U.S. District Judge Lynn Adelman rejected former Milwaukee County Circuit Court Judge Hannah Dugan’s request for a new trial or a judgment of acquittal Monday.
U.S. District Judge Lynn Adelman has denied former Milwaukee County Circuit Judge Hannah Dugan’s request for a new trial or acquittal following her December 2025 felony conviction for obstructing federal immigration agents.
Dugan, who resigned from the bench earlier this year, was found guilty by a federal jury of one count of obstruction after she allegedly directed a defendant and his attorney out a side jury door in her courtroom on April 18, 2025, as ICE agents waited to arrest him.
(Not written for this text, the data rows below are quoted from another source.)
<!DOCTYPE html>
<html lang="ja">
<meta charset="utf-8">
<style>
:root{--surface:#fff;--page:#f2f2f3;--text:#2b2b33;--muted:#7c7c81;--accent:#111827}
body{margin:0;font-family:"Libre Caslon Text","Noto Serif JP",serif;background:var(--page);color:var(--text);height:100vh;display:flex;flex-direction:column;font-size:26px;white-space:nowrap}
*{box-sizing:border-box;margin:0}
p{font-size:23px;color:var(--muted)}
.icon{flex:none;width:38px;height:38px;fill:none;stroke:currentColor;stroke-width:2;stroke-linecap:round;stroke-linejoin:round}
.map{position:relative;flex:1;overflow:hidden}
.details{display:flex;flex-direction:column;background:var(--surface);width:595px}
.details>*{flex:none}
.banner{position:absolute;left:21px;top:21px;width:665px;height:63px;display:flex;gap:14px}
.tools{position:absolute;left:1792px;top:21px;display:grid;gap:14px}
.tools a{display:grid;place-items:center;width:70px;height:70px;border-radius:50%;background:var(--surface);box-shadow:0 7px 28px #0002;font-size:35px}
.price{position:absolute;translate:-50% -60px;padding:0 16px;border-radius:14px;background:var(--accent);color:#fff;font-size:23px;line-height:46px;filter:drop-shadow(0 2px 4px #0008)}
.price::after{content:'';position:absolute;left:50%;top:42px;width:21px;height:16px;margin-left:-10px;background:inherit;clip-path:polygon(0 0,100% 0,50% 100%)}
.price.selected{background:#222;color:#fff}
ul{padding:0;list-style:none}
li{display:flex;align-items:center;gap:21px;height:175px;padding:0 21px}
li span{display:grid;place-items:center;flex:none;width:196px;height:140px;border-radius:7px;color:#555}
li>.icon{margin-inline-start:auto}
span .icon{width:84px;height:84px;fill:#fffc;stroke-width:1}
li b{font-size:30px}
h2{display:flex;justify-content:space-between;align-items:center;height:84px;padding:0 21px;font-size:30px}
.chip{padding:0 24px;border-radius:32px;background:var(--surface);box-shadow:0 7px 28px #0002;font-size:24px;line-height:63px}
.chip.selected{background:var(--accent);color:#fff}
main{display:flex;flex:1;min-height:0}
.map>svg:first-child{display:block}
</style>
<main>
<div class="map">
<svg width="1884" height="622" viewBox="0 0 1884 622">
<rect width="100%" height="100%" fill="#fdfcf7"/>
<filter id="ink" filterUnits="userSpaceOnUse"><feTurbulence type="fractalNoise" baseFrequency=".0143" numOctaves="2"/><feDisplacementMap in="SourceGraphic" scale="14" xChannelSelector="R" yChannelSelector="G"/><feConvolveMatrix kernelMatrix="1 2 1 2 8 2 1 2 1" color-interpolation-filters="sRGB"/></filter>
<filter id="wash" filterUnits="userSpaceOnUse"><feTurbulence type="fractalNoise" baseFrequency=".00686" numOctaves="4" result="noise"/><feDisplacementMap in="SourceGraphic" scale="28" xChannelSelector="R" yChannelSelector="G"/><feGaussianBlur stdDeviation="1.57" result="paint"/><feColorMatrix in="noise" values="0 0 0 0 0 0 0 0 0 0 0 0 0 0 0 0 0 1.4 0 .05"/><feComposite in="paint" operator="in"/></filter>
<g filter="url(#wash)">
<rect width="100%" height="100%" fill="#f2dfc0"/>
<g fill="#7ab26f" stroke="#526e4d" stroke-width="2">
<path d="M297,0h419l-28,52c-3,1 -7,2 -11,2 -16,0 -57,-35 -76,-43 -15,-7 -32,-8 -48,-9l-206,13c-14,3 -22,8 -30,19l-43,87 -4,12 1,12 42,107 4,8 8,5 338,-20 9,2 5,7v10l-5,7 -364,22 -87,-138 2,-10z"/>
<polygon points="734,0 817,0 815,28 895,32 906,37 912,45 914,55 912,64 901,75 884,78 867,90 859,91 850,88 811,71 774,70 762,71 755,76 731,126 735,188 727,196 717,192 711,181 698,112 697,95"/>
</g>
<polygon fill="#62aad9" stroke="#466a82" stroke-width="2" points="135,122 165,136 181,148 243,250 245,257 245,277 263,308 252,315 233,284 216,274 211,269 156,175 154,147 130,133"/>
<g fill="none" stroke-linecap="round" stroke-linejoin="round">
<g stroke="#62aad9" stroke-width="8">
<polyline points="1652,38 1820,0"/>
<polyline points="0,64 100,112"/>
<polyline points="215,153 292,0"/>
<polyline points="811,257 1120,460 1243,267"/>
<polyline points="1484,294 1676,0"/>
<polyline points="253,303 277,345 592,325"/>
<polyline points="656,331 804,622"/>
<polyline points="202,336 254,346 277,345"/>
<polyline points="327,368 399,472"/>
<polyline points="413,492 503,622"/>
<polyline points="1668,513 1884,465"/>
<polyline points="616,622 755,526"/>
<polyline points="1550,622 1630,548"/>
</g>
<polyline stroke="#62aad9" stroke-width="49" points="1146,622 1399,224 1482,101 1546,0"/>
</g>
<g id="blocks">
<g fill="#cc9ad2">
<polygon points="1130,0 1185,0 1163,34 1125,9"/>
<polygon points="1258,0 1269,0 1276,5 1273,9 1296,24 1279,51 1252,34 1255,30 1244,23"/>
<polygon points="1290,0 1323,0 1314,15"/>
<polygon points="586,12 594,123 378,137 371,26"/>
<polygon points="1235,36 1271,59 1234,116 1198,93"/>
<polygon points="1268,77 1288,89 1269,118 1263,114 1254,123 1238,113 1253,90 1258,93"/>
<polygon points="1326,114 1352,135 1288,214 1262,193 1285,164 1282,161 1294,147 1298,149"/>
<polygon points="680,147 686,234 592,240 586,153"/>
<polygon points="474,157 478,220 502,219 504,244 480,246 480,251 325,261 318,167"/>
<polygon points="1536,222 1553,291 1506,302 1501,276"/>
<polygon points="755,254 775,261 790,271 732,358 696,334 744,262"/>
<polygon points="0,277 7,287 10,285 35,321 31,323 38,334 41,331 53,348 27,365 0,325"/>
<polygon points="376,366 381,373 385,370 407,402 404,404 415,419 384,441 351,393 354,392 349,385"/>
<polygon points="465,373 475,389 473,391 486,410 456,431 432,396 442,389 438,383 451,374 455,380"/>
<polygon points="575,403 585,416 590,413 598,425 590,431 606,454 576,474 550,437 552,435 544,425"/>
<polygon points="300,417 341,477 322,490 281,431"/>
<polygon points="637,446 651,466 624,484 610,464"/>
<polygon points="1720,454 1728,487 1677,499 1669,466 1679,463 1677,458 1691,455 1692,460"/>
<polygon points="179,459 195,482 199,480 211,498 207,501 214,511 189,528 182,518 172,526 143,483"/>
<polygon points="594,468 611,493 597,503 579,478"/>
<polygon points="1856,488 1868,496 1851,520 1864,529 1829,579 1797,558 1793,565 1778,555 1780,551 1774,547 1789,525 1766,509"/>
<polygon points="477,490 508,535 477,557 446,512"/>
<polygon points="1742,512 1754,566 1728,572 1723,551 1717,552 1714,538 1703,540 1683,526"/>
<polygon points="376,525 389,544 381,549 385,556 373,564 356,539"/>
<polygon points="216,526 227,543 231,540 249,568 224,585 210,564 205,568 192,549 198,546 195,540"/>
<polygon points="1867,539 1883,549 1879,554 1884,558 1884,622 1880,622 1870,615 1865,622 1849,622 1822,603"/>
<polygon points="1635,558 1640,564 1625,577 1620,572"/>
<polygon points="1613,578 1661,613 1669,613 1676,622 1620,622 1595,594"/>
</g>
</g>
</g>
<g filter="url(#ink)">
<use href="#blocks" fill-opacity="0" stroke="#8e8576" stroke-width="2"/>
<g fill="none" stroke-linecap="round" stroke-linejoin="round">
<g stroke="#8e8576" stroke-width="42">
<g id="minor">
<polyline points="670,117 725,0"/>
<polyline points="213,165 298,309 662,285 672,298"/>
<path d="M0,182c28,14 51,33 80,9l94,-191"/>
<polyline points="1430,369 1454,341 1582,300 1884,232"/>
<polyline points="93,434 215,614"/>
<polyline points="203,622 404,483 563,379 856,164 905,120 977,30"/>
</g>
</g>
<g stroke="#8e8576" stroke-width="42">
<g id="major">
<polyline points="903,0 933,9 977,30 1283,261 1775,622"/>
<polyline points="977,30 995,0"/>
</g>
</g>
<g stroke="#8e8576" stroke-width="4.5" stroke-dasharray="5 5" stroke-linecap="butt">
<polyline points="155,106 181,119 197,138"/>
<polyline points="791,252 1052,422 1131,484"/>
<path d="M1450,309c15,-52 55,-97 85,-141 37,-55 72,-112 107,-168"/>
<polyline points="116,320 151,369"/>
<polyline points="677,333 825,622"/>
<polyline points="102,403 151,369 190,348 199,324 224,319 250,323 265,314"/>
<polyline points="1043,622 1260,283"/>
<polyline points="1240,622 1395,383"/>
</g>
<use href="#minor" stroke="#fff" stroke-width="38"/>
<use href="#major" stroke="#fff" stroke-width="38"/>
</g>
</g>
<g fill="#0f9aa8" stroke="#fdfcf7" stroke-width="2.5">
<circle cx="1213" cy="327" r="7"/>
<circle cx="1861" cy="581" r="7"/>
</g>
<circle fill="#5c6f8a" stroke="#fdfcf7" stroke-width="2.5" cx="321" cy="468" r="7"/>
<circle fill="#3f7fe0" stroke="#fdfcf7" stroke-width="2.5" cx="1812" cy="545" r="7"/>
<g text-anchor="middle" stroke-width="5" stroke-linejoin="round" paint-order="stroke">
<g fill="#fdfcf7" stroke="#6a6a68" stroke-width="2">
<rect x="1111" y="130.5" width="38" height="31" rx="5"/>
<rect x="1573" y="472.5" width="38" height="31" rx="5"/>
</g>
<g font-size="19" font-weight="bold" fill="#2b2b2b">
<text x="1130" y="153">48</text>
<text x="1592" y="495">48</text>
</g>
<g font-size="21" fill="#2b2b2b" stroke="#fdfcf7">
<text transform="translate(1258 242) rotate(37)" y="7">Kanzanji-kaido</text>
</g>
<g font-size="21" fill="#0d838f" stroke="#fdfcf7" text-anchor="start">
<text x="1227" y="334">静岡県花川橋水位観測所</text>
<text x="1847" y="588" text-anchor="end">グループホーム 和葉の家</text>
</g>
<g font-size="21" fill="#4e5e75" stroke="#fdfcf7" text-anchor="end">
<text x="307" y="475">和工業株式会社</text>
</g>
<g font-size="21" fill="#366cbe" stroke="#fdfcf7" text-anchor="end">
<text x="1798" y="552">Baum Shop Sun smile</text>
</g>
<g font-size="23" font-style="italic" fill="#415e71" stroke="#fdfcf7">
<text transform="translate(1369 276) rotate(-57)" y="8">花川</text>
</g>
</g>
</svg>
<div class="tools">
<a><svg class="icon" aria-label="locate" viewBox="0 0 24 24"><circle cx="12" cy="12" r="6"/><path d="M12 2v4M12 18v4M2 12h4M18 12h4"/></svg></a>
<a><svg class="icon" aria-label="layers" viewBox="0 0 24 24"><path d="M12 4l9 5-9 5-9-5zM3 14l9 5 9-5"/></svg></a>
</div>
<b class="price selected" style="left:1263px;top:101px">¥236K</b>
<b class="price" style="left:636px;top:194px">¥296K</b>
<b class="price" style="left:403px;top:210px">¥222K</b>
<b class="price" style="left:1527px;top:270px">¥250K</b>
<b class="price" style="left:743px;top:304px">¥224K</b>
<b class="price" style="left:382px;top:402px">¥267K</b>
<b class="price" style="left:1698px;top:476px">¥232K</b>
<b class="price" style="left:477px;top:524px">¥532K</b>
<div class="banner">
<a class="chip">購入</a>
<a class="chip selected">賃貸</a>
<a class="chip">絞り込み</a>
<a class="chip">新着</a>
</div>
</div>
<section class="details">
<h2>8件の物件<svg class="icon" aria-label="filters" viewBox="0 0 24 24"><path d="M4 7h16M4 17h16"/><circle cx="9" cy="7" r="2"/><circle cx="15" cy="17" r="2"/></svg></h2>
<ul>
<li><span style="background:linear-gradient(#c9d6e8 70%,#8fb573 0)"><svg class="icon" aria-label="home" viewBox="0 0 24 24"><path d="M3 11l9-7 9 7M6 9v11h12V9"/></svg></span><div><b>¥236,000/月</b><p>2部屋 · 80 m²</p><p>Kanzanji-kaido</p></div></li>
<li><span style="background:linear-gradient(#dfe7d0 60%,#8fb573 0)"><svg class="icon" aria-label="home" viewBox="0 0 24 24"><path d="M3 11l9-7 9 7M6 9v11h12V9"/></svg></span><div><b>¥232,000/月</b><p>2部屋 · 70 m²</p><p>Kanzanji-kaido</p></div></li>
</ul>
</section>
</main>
The man, Eduardo Flores-Ruiz, faced deportation proceedings and was later apprehended outside the courthouse. Jurors acquitted Dugan on a related misdemeanor charge of concealing an individual to prevent arrest.
In post-trial motions filed in late January 2026, Dugan’s defense team argued that immigration arrests in courthouses are unlawful, renewing claims of judicial immunity and asserting that Adelman provided inconsistent or flawed instructions to jurors during deliberations, contributing to the split verdict. They urged the court to set aside the conviction or grant a new trial.
Federal prosecutors strongly opposed the motion, calling Dugan’s arguments “absurd” and noting that many had been waived or previously rejected by Adelman during pretrial proceedings. In a February response, they maintained that no general judicial immunity shields officials from criminal liability for obstructive conduct and that the trial evidence supported the jury’s finding.
Adelman, who presided over the high-profile case, rejected the defense’s latest challenges, upholding the conviction. The ruling comes after he had earlier denied Dugan’s attempts to dismiss the charges on immunity and separation-of-powers grounds.
Dugan faces up to five years in prison at sentencing, though a date has not been finalized.